Maserati GranCabrio Convertible Will Come Back for 2024: Report
Maserati teased the GranCabrio a few months ago but this VIN decoder suggests a full reveal could happen soon.
The all-new 2023 Maserati GranTurismo was officially revealed a few months ago, with pricing having just been revealed a few weeks ago. However, the Italians might have yet another reveal in the works, as a Maserati VIN decoder seems to suggest that the upcoming drop-top Maserati GranCabrio is coming for the 2024 model year.
Posted on the Grecale Forum, this Maserati VIN decoder for all GranTurismo models clearly indicates that there will be both couple and convertible versions for 2024. If Maserati plans on releasing GranCabrio models for the 2024 model year, there's a good chance that the car is revealed within the coming months.
Admittedly, the VIN decoder is said to be from January, 2022, so it's possible that plans have changed since then. However, we already know that the GranCabrio is coming and nearly production-ready, as Maserati teased it in camouflage shortly after it revealed the GranTurismo coupe.
What's even more interesting than its potentially imminent reveal is the fact that the GranCabrio could be getting the same model variants as the GranTurismo. The VIN decoder lists Modena, Trofeo, and Folgore versions of the GranCabrio, mirroring its fixed-top sibling. While Modena and Trofeo versions I expected, the Folgore is interesting.

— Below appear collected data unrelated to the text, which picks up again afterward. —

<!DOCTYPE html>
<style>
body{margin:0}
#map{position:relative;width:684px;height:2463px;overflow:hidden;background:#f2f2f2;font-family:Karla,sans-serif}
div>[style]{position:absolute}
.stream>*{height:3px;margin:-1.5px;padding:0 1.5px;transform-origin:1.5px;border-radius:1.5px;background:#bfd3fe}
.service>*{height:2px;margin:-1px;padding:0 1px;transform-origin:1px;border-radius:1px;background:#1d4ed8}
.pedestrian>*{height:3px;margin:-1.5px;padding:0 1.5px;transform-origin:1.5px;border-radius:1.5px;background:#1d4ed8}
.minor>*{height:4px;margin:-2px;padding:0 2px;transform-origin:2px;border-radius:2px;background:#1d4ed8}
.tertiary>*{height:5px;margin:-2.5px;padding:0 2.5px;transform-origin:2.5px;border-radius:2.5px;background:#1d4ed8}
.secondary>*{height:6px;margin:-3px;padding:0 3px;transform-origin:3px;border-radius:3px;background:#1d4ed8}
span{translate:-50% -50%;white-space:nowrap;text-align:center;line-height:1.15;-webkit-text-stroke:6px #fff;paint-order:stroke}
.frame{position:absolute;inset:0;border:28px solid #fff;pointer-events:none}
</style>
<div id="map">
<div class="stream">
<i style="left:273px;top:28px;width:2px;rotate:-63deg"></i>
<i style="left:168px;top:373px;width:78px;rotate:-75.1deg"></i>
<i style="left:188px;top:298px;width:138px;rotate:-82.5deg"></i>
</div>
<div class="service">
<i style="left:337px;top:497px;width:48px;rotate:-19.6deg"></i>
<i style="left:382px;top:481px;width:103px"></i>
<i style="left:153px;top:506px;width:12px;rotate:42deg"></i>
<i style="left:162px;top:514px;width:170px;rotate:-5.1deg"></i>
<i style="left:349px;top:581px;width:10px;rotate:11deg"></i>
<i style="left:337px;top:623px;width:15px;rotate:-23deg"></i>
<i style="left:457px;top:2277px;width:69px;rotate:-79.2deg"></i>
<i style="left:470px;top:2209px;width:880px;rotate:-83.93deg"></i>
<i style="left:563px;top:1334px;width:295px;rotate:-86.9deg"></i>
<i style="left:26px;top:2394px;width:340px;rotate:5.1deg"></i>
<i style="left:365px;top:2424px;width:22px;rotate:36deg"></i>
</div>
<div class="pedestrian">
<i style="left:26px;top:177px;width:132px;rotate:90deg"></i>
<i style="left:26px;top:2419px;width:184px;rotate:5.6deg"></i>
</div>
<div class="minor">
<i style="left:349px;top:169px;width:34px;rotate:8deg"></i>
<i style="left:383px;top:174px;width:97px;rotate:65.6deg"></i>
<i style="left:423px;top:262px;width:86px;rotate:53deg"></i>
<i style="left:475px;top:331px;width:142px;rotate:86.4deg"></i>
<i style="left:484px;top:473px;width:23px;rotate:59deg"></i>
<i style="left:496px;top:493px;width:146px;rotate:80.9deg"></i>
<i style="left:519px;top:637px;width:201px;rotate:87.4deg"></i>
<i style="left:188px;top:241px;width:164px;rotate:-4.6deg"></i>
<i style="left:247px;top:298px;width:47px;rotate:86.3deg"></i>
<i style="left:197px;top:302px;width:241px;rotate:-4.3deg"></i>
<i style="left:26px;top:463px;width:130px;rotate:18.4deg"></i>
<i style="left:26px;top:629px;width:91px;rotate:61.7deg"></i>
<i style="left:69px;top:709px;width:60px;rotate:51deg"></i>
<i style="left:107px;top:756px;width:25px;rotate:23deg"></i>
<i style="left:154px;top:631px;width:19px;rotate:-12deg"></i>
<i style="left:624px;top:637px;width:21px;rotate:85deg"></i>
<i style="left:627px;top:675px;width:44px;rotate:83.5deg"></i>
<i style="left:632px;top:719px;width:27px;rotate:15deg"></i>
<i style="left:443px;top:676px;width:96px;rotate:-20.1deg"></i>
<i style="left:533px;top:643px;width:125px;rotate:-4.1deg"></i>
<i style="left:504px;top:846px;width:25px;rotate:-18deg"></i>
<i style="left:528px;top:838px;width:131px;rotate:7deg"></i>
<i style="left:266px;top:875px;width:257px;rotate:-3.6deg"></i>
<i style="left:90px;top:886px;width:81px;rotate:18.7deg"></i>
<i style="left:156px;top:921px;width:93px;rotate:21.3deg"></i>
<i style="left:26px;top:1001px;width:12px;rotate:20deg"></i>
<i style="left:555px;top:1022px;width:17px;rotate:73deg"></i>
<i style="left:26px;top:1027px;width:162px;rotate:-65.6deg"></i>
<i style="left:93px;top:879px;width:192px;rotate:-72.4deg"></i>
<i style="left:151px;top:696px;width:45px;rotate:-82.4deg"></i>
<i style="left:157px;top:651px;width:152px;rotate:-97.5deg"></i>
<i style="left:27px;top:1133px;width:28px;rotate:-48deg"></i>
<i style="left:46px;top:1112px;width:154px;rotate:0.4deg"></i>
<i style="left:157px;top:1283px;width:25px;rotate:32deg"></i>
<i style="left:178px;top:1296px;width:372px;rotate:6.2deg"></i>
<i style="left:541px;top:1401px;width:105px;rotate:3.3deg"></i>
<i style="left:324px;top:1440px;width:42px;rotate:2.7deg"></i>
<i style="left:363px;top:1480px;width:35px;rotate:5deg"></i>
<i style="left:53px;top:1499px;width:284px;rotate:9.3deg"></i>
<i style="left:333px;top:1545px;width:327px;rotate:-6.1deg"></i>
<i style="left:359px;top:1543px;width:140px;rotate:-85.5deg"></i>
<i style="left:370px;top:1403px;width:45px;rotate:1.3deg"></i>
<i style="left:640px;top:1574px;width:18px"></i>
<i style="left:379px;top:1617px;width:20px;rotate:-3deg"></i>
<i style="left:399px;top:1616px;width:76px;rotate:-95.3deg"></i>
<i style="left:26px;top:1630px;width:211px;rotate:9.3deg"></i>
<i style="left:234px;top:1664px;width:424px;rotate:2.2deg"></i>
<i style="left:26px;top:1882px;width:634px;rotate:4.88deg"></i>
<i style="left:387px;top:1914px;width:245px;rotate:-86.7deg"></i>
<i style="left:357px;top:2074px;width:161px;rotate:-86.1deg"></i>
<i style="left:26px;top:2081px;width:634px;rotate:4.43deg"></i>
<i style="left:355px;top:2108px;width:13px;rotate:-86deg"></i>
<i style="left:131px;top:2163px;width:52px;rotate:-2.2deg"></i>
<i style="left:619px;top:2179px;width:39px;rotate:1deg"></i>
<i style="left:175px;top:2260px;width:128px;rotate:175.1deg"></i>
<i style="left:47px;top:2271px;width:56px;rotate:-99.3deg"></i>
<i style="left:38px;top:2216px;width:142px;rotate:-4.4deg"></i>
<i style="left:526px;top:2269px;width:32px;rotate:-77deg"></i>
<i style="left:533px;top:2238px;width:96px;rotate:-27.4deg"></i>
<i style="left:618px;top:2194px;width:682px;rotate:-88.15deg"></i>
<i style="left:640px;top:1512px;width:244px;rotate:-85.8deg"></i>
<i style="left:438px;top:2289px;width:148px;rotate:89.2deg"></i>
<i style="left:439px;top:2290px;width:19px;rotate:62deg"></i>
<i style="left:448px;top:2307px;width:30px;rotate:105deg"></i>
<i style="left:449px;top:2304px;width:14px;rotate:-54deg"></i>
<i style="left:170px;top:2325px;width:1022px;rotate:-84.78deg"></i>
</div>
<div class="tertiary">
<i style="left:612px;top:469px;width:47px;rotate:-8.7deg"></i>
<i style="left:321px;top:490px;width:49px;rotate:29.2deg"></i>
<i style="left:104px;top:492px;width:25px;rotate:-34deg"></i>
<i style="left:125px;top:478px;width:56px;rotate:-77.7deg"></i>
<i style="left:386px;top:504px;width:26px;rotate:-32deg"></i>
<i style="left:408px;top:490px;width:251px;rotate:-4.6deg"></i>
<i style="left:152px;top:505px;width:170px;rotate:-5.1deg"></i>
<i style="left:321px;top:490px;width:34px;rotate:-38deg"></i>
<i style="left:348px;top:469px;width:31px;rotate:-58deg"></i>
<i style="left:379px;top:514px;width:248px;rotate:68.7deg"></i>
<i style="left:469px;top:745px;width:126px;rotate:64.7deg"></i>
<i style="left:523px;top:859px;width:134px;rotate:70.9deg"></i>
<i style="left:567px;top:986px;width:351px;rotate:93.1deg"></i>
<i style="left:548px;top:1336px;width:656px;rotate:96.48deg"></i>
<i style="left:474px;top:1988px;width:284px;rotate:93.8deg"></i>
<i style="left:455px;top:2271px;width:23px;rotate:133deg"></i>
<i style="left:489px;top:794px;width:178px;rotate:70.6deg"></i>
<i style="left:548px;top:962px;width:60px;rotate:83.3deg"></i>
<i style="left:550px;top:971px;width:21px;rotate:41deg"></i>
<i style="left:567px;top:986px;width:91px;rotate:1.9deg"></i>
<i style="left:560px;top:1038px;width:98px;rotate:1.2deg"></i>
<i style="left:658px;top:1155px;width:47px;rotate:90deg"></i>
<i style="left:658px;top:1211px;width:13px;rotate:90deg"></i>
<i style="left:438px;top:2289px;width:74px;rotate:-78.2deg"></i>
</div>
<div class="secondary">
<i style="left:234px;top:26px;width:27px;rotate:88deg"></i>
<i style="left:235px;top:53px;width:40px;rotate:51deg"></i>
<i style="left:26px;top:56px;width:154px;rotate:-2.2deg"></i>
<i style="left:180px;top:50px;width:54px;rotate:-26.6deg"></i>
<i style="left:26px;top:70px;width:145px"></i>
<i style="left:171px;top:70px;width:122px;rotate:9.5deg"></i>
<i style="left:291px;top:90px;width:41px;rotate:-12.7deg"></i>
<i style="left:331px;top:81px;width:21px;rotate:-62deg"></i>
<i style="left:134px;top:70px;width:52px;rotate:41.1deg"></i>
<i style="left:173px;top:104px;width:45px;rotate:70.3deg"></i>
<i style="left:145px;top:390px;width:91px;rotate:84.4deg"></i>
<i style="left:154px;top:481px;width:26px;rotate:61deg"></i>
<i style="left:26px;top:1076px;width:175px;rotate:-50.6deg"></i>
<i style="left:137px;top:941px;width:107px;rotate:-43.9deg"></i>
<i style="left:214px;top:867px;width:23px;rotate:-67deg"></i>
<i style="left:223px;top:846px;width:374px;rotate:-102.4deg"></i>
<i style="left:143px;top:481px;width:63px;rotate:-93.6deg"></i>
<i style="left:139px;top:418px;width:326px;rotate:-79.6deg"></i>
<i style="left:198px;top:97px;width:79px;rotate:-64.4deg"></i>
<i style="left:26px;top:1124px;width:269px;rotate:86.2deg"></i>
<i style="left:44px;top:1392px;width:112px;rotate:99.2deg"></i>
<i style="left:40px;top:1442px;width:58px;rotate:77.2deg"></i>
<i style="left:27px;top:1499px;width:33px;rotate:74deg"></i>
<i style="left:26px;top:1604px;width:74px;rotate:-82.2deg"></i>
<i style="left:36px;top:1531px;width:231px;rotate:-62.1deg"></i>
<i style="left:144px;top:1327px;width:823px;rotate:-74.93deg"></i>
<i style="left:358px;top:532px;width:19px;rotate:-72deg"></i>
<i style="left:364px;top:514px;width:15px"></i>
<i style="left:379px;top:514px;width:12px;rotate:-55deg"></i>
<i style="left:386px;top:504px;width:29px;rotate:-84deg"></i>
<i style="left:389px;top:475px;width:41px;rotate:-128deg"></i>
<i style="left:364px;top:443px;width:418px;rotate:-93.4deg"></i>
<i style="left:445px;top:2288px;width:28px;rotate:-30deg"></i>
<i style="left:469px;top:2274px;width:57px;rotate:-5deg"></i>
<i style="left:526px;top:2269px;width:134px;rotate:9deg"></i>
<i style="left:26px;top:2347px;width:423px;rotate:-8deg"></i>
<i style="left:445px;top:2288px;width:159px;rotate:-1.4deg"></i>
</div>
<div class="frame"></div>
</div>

The Modena is the entry-level model, which uses its twin-turbocharged 3.0-liter 'Nettuno' V6 and makes 483 horsepower. While the Trofeo is the higher-performance version that uses the same engine but pushes out 542 horsepower. However, I was excited to see the electric triple-motor Folgore version listed. I drove the 749 horsepower GranTurismo Folgore during my test drive in Rome a few weeks ago and it's a mind-melting rocket ship. So the idea of unleashing all of that power without a roof seems like a ton of fun, even without a typical Italian exotic soundtrack.
Speaking of Italian soundtracks, the Nettuno engine sounds good for a small displacement, turbocharged V6 but it certainly lacks the magic of the previous-gen GranTurmiso's 4.7-liter V8. So dropping the top in this generation car won't add the sort of drama that its predecessor did. Still, I won't argue with more noise from an exotic Italian grand touring car. Hopefully we get to see it soon.